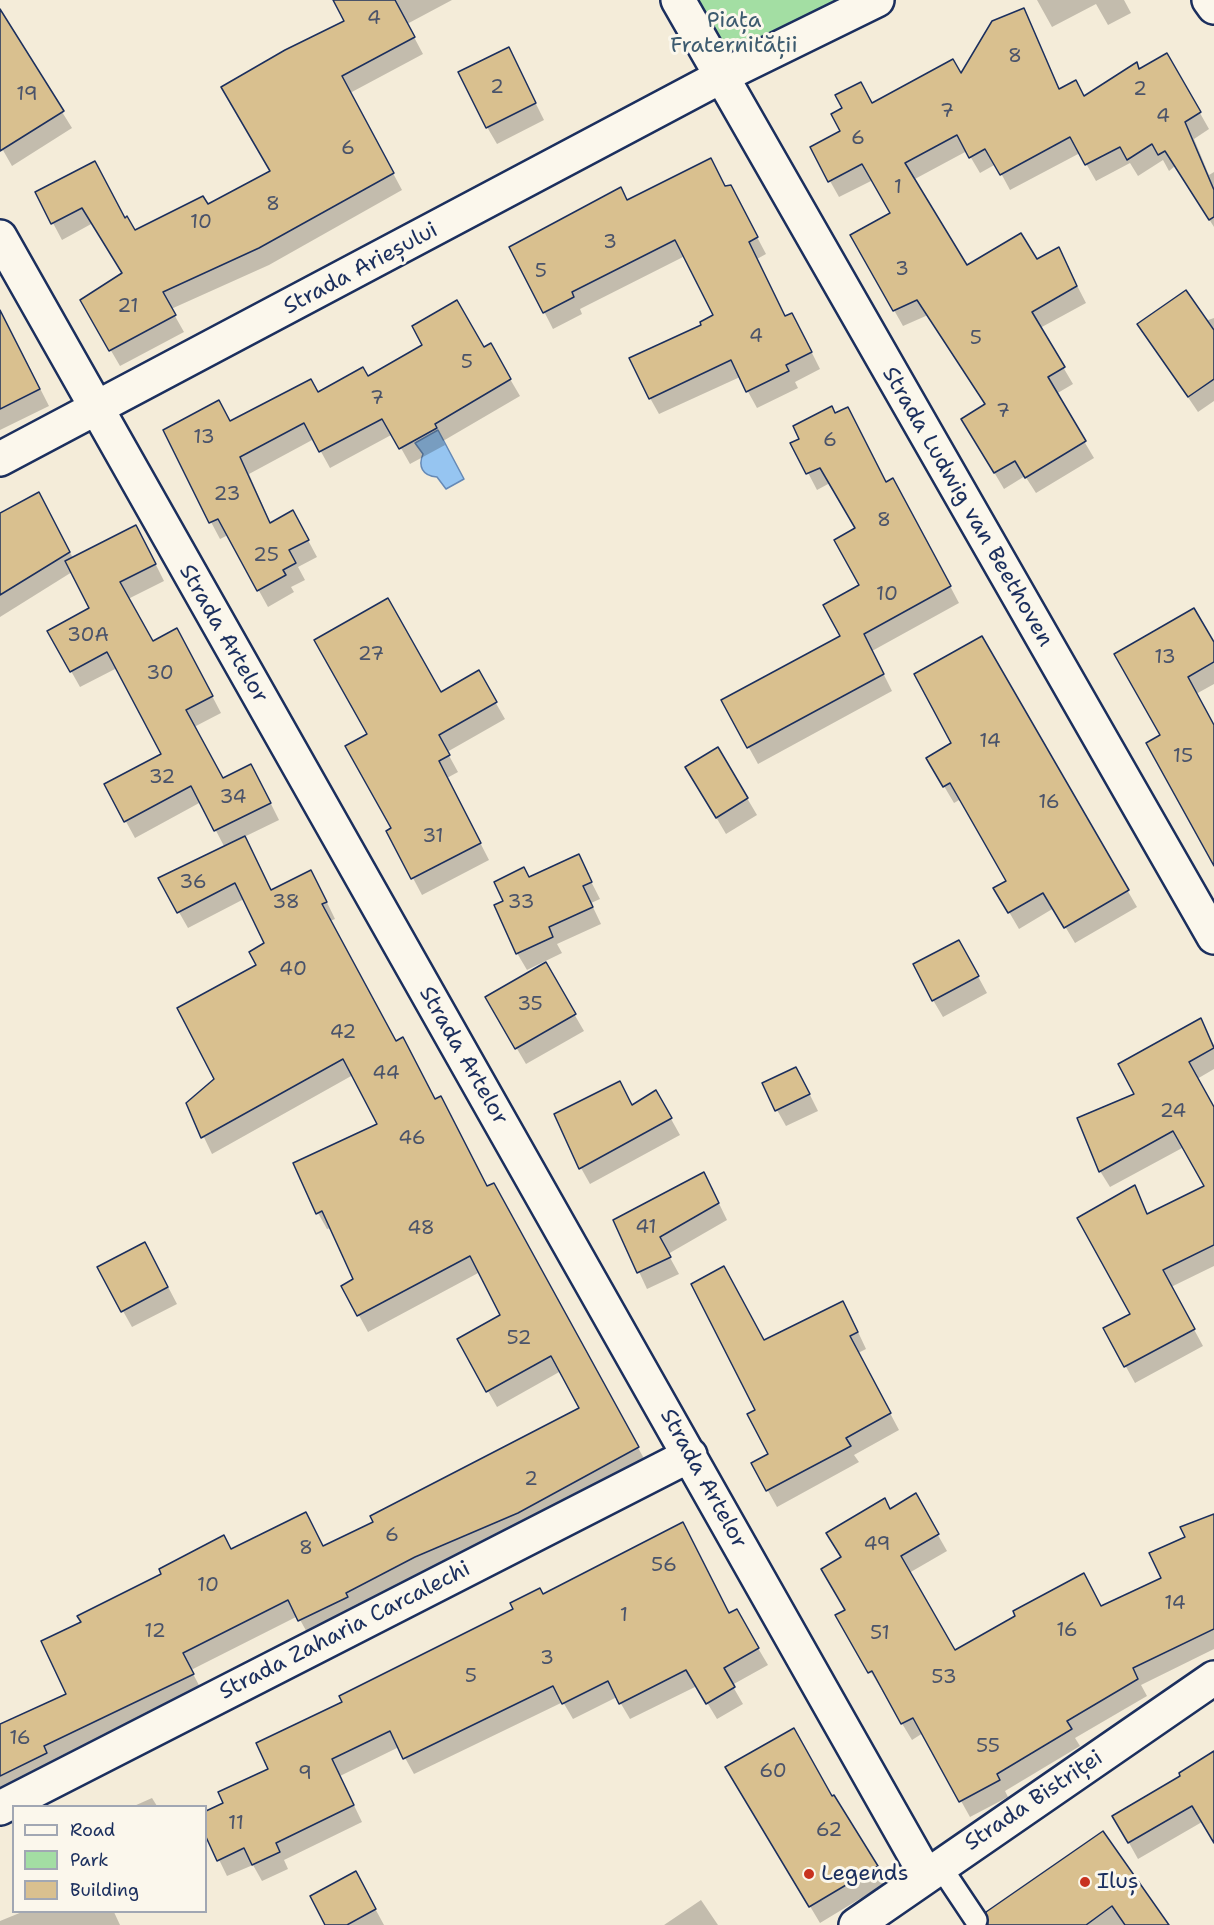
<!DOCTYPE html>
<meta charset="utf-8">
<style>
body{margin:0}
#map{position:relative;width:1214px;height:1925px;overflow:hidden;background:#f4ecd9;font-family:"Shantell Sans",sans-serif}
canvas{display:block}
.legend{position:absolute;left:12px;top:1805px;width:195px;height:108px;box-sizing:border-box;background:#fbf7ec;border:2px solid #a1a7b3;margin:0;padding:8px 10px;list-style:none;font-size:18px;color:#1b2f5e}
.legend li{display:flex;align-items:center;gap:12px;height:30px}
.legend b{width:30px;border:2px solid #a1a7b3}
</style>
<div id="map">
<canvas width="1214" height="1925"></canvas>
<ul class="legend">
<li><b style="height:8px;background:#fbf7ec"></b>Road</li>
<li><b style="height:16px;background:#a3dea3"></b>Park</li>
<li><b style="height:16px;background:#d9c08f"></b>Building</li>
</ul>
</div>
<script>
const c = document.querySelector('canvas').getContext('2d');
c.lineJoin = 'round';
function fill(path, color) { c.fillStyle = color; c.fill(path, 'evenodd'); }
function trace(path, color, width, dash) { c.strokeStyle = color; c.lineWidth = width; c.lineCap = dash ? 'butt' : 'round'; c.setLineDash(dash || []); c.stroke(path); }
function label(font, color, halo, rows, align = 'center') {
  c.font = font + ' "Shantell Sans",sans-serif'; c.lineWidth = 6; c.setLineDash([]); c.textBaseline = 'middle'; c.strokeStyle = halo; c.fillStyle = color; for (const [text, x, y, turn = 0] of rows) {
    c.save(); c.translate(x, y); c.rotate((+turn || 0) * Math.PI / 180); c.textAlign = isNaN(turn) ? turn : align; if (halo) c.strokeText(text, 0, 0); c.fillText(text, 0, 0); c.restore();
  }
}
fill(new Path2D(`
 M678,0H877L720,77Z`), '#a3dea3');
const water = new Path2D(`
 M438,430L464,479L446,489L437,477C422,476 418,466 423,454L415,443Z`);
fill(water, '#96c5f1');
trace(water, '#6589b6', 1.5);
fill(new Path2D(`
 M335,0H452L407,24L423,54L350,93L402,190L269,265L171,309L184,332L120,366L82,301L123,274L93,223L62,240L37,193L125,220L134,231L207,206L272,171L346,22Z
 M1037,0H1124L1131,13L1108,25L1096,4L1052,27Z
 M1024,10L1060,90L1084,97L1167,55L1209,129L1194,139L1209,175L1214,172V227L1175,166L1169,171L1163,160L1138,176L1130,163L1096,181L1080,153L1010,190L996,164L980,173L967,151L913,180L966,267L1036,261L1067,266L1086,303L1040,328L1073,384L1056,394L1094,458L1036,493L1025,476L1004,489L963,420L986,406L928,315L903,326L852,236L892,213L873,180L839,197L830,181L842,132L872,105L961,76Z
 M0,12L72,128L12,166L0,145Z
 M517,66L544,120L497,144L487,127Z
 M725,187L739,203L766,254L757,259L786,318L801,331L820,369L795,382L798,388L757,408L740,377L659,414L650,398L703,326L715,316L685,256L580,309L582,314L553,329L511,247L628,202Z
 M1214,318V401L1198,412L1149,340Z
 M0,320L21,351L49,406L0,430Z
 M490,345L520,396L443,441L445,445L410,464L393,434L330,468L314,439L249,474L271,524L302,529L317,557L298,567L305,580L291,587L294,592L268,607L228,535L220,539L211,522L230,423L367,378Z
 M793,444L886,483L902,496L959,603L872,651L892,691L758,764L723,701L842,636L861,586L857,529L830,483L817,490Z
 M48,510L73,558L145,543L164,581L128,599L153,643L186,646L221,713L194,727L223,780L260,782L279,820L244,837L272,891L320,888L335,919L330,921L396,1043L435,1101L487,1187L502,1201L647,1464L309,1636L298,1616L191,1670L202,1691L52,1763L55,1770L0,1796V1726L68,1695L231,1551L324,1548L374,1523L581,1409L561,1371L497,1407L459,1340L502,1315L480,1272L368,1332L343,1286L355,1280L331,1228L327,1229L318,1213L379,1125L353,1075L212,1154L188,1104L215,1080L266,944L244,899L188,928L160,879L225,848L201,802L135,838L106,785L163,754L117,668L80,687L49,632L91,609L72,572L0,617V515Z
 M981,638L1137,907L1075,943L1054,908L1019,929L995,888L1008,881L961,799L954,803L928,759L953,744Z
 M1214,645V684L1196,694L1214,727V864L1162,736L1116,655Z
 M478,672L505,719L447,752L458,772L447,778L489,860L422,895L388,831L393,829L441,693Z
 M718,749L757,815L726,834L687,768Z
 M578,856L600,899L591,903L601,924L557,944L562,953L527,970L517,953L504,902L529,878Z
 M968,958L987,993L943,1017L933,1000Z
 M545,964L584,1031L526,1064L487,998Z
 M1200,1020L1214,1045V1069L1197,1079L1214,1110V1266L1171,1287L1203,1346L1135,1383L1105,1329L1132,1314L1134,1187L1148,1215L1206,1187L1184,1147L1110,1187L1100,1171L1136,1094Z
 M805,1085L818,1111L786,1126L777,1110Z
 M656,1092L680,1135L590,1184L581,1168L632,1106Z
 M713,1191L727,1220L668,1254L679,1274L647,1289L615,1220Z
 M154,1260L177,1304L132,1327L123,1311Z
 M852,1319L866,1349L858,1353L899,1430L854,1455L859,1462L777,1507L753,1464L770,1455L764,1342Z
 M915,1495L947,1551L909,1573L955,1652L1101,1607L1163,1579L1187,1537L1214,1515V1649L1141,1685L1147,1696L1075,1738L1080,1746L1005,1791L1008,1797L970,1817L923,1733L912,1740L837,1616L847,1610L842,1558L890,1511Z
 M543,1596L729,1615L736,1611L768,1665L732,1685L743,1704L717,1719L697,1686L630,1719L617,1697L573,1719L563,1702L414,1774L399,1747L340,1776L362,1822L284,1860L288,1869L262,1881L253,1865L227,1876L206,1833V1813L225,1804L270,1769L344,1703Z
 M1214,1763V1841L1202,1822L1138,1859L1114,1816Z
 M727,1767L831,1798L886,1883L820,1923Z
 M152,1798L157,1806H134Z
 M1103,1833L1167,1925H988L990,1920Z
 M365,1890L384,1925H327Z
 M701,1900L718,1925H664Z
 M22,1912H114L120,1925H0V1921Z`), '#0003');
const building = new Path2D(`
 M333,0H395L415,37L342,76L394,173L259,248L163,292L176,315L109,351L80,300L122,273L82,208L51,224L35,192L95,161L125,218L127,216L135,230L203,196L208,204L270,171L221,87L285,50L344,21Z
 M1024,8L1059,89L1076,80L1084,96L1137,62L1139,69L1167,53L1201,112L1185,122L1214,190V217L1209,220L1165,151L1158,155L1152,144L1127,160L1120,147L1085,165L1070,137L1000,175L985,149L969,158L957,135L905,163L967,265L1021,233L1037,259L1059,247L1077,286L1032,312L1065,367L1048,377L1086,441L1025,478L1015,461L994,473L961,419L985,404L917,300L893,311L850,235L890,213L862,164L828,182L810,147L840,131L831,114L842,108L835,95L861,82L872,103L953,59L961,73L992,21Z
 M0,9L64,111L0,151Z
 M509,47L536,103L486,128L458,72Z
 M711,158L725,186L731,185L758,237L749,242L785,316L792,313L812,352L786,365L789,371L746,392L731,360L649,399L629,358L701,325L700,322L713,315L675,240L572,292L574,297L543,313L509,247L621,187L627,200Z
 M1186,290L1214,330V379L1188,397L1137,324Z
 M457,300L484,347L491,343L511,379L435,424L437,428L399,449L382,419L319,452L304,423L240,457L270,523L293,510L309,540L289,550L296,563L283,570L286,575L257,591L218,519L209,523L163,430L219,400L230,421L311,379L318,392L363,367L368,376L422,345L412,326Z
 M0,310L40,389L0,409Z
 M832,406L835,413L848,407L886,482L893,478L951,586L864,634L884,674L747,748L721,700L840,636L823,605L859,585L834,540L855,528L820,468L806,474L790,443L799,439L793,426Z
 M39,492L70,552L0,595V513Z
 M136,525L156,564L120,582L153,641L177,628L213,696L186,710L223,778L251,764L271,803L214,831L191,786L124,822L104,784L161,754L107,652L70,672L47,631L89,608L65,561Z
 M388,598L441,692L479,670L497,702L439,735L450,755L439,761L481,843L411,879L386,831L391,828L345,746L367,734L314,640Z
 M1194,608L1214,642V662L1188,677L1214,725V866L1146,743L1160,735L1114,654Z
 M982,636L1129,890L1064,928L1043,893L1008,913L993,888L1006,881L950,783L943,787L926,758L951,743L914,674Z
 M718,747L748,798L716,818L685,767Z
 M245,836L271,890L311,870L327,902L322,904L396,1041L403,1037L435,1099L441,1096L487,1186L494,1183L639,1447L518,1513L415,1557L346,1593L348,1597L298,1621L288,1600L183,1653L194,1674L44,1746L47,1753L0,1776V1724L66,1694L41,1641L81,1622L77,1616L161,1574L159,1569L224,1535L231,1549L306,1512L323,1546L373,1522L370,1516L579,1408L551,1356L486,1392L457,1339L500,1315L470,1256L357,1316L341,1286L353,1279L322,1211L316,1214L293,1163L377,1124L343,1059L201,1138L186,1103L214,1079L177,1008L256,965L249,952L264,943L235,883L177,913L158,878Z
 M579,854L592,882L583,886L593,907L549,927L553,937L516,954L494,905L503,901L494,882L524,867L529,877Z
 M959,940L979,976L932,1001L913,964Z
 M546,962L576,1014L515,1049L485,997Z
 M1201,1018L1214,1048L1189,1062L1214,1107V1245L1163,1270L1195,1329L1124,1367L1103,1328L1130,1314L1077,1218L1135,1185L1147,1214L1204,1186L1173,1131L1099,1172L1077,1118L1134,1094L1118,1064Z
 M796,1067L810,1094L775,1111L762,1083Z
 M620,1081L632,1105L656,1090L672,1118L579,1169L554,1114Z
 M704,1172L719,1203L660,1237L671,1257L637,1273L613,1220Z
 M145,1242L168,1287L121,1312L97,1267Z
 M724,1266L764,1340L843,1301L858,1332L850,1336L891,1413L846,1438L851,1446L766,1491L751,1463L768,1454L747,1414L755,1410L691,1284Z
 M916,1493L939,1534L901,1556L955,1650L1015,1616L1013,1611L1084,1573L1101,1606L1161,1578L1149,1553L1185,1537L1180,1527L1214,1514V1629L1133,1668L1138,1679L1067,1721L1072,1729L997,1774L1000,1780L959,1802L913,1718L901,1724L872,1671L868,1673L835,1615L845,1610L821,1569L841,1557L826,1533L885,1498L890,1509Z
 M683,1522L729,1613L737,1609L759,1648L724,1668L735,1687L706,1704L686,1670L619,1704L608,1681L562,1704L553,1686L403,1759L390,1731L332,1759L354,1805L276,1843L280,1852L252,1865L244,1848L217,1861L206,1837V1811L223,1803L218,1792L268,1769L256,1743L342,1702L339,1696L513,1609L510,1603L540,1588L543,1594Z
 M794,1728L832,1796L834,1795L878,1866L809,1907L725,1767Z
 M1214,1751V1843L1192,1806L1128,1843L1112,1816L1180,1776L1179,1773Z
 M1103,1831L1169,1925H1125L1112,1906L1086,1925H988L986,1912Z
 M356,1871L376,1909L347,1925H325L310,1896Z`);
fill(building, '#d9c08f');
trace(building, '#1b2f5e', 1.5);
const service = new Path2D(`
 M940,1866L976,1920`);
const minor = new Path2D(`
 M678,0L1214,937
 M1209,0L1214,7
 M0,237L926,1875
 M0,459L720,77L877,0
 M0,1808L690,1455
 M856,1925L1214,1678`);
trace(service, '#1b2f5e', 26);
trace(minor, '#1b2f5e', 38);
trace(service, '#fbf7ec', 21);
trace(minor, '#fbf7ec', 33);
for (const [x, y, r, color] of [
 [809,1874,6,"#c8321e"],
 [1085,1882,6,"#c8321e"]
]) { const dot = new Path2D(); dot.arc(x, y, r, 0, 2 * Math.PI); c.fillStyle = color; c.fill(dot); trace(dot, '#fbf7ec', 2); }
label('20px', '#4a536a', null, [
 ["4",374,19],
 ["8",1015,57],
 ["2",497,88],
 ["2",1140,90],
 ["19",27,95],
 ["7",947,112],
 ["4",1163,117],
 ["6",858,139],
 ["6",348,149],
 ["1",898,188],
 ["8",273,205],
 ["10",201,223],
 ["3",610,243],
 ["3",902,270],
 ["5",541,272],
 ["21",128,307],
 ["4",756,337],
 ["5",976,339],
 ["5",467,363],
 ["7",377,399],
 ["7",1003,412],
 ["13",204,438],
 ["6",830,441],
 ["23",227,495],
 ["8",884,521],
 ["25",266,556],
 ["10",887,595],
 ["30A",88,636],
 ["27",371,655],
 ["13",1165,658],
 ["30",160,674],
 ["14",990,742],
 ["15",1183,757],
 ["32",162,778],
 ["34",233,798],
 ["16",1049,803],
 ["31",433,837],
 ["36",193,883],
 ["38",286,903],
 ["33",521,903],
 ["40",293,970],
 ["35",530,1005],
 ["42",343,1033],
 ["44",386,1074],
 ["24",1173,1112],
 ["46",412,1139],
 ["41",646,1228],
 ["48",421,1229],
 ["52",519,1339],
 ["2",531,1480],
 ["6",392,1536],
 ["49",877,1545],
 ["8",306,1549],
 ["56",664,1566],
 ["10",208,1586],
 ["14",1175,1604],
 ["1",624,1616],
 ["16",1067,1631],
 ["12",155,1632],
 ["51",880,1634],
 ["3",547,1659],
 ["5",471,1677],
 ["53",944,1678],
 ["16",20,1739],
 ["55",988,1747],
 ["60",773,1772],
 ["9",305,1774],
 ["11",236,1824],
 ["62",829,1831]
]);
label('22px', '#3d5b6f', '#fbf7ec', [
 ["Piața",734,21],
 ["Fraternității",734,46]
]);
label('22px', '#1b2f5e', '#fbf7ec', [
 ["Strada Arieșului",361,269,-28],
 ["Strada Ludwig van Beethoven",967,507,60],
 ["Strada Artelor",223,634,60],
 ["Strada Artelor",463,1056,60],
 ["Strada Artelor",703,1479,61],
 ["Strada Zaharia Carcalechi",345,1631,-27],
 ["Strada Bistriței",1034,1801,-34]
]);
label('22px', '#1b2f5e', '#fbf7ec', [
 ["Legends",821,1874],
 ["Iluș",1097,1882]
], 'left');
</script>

──────────────────────────────

TASK PROMPT:
Write out each line above with the word "serif".

EXPECTED ANSWER:
#map{position:relative;width:1214px;height:1925px;overflow:hidden;background:#f4ecd9;font-family:"Shantell Sans",sans-serif}
  c.font = font + ' "Shantell Sans",sans-serif'; c.lineWidth = 6; c.setLineDash([]); c.textBaseline = 'middle'; c.strokeStyle = halo; c.fillStyle = color; for (const [text, x, y, turn = 0] of rows) {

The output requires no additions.